## What is needed
The entries are to be repeated exactly, with all pictures omitted.
====== Input data
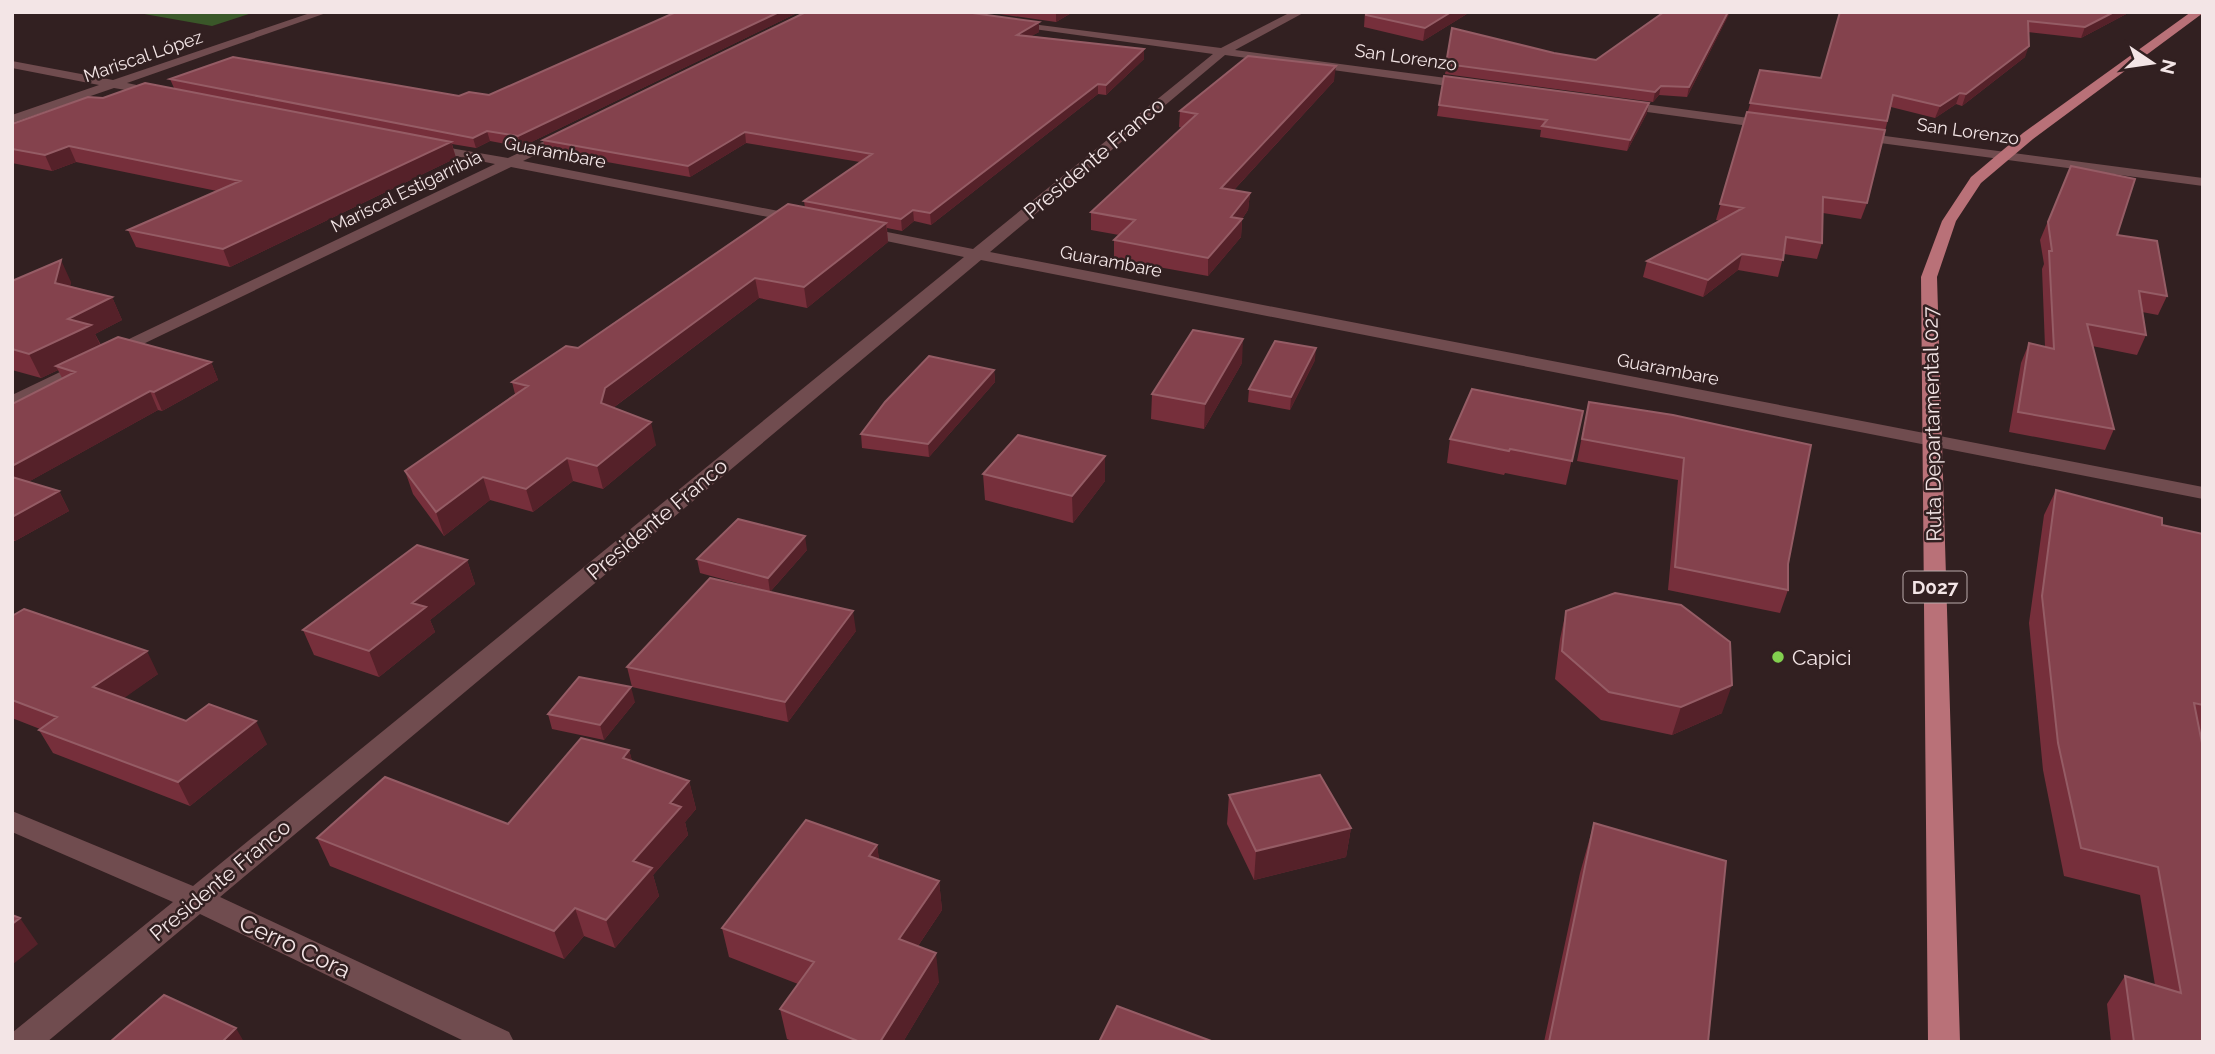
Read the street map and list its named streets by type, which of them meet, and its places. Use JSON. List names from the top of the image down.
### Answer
{
  "streets": {
    "main road": ["Ruta Departamental 027", "D027"],
    "street": [
      "Mariscal López",
      "San Lorenzo",
      "Guarambare",
      "Presidente Franco",
      "Mariscal Estigarribia",
      "Cerro Cora"
    ]
  },
  "crossings": [
    ["San Lorenzo", "Presidente Franco"],
    ["San Lorenzo", "Ruta Departamental 027"],
    ["Guarambare", "Presidente Franco"],
    ["Guarambare", "Mariscal Estigarribia"],
    ["Guarambare", "Ruta Departamental 027"],
    ["Presidente Franco", "Cerro Cora"]
  ],
  "places": ["Capici"],
  "north": "right"
}
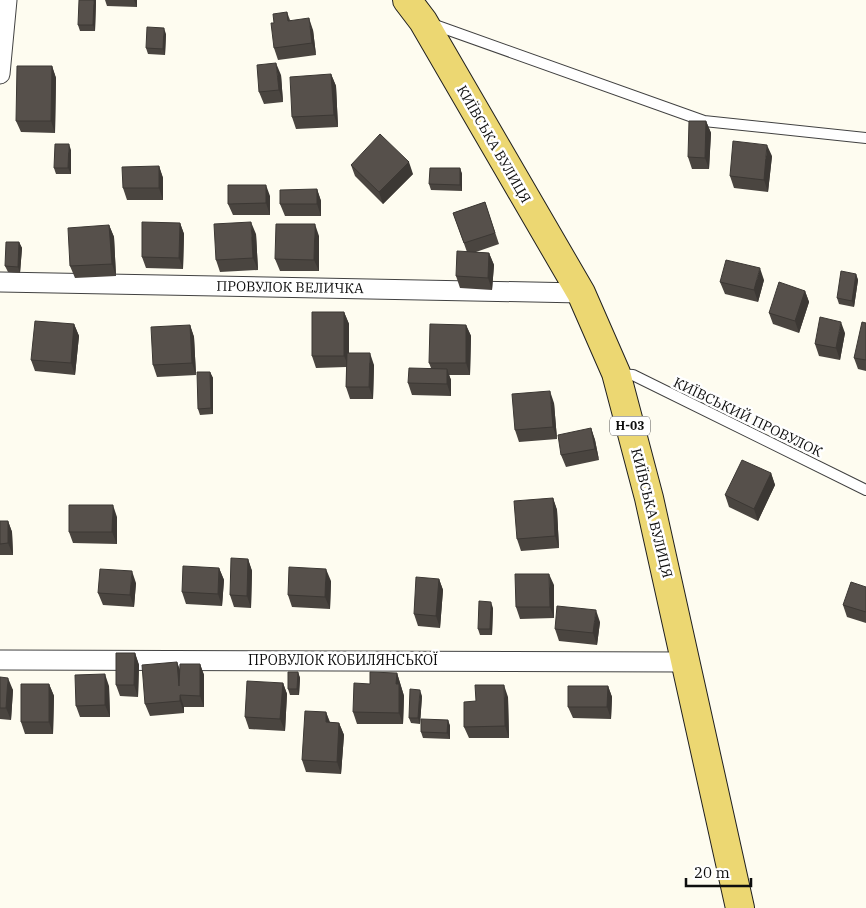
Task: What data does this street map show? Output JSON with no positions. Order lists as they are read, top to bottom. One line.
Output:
{"streets":{"main road":["КИЇВСЬКА ВУЛИЦЯ","Н-03"],"street":["ПРОВУЛОК ВЕЛИЧКА","ПРОВУЛОК КОБИЛЯНСЬКОЇ"],"lane":["КИЇВСЬКИЙ ПРОВУЛОК"]},"crossings":[["КИЇВСЬКА ВУЛИЦЯ","ПРОВУЛОК ВЕЛИЧКА"],["КИЇВСЬКА ВУЛИЦЯ","КИЇВСЬКИЙ ПРОВУЛОК"],["КИЇВСЬКА ВУЛИЦЯ","ПРОВУЛОК КОБИЛЯНСЬКОЇ"]],"scale_bar":"20 m"}
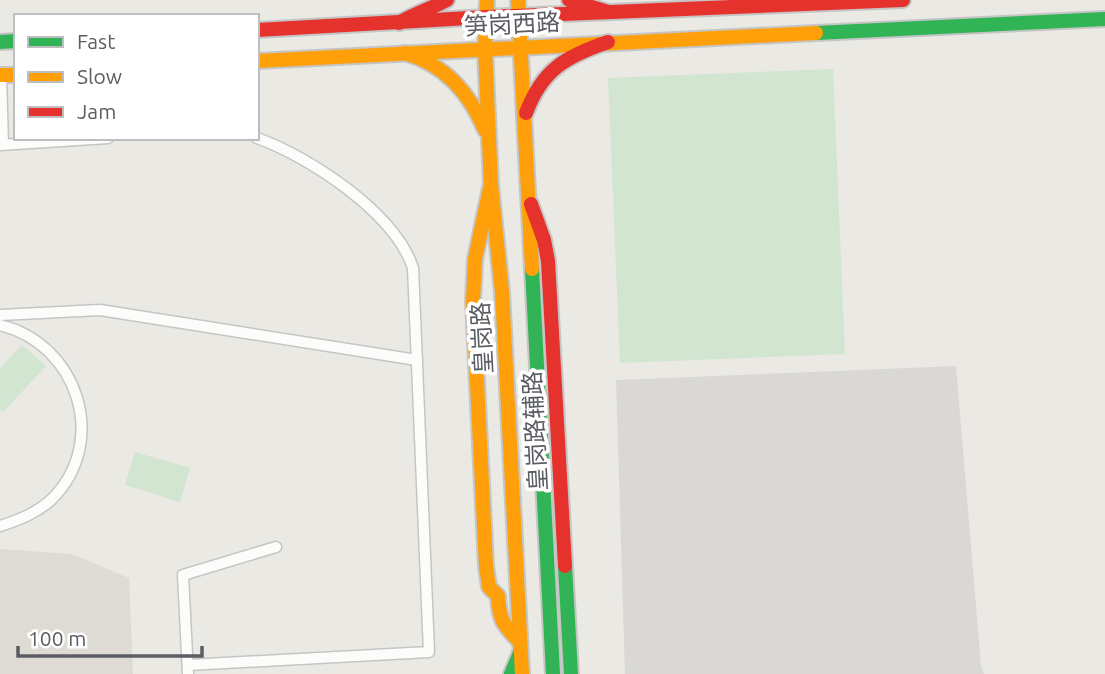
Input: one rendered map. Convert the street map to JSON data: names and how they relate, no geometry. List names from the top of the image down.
{
  "streets": {
    "main road": ["笋岗西路", "皇岗路", "皇岗路辅路"]
  },
  "crossings": [
    ["笋岗西路", "皇岗路"]
  ],
  "legend": ["Fast", "Slow", "Jam"],
  "scale_bar": "100 m"
}
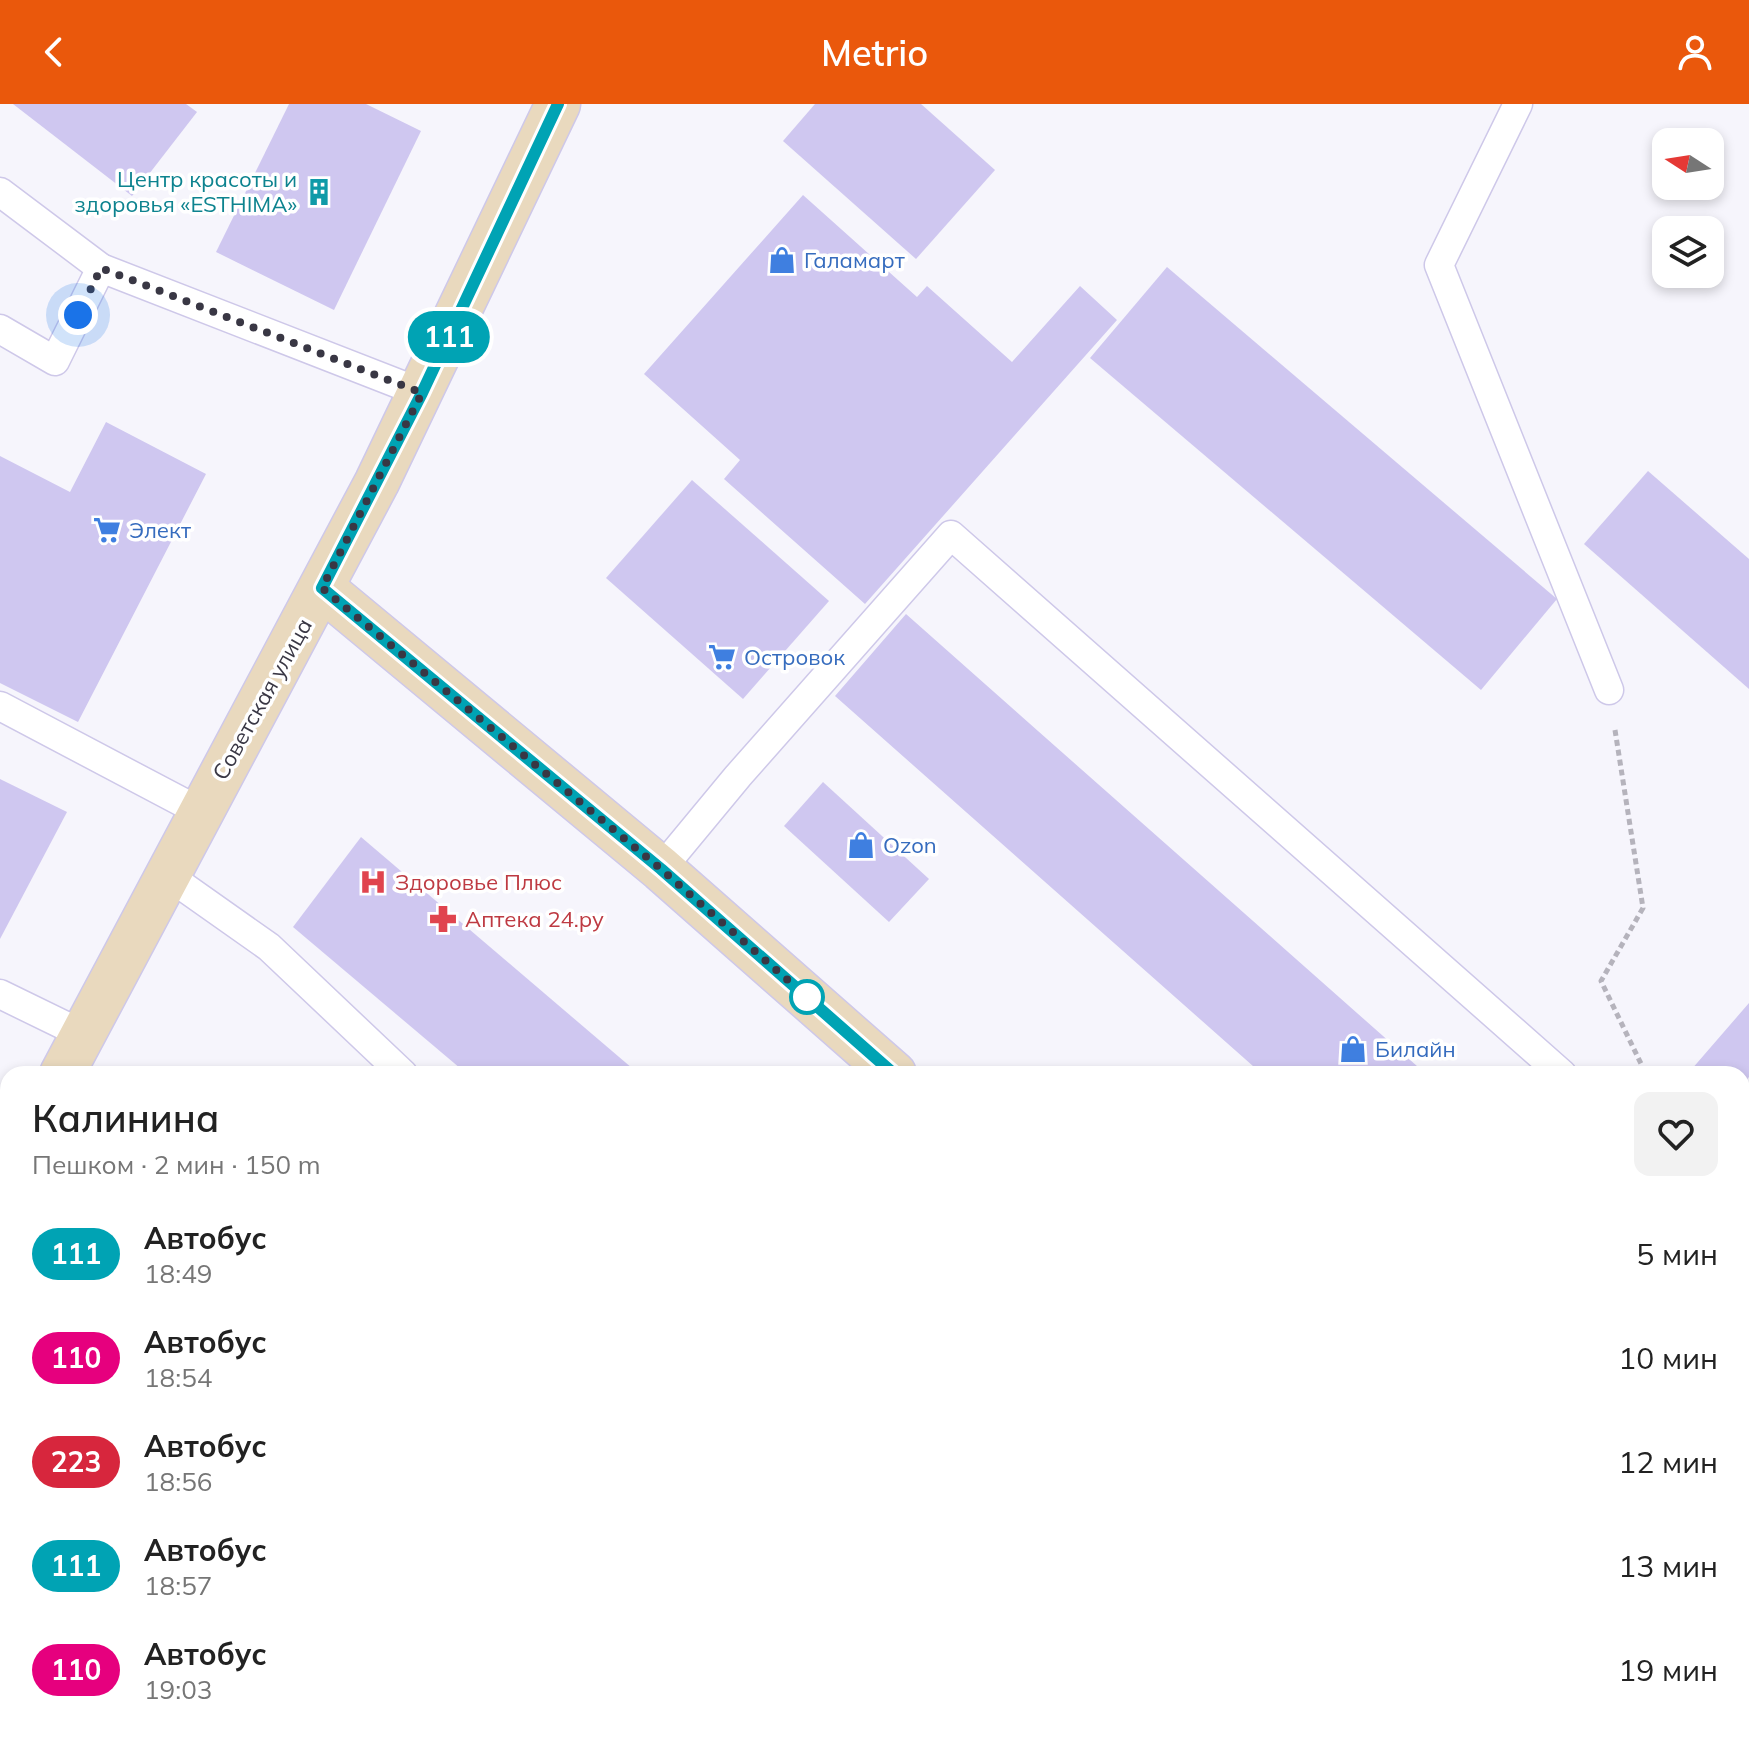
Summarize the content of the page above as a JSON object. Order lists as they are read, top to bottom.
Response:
============
## Reply to the task
Read the street map and list its named streets by type, which of them meet, and its places. Use JSON. List names from the top of the image down.
### Answer
{
  "streets": {
    "main road": ["Ruta Departamental 027", "D027"],
    "street": [
      "Mariscal López",
      "San Lorenzo",
      "Guarambare",
      "Presidente Franco",
      "Mariscal Estigarribia",
      "Cerro Cora"
    ]
  },
  "crossings": [
    ["San Lorenzo", "Presidente Franco"],
    ["San Lorenzo", "Ruta Departamental 027"],
    ["Guarambare", "Presidente Franco"],
    ["Guarambare", "Mariscal Estigarribia"],
    ["Guarambare", "Ruta Departamental 027"],
    ["Presidente Franco", "Cerro Cora"]
  ],
  "places": ["Capici"],
  "north": "right"
}
Task: What data does this street map show? Output JSON with no positions. Order lists as they are read, top to bottom. One line.
Output:
{"streets":{"main road":["КИЇВСЬКА ВУЛИЦЯ","Н-03"],"street":["ПРОВУЛОК ВЕЛИЧКА","ПРОВУЛОК КОБИЛЯНСЬКОЇ"],"lane":["КИЇВСЬКИЙ ПРОВУЛОК"]},"crossings":[["КИЇВСЬКА ВУЛИЦЯ","ПРОВУЛОК ВЕЛИЧКА"],["КИЇВСЬКА ВУЛИЦЯ","КИЇВСЬКИЙ ПРОВУЛОК"],["КИЇВСЬКА ВУЛИЦЯ","ПРОВУЛОК КОБИЛЯНСЬКОЇ"]],"scale_bar":"20 m"}
Input: one rendered map. Convert the street map to JSON data: names and how they relate, no geometry. List names from the top of the image down.
{
  "streets": {
    "main road": ["笋岗西路", "皇岗路", "皇岗路辅路"]
  },
  "crossings": [
    ["笋岗西路", "皇岗路"]
  ],
  "legend": ["Fast", "Slow", "Jam"],
  "scale_bar": "100 m"
}
Summarize the content of the page above as a JSON object. Order lists as they are read, top to bottom.
Response:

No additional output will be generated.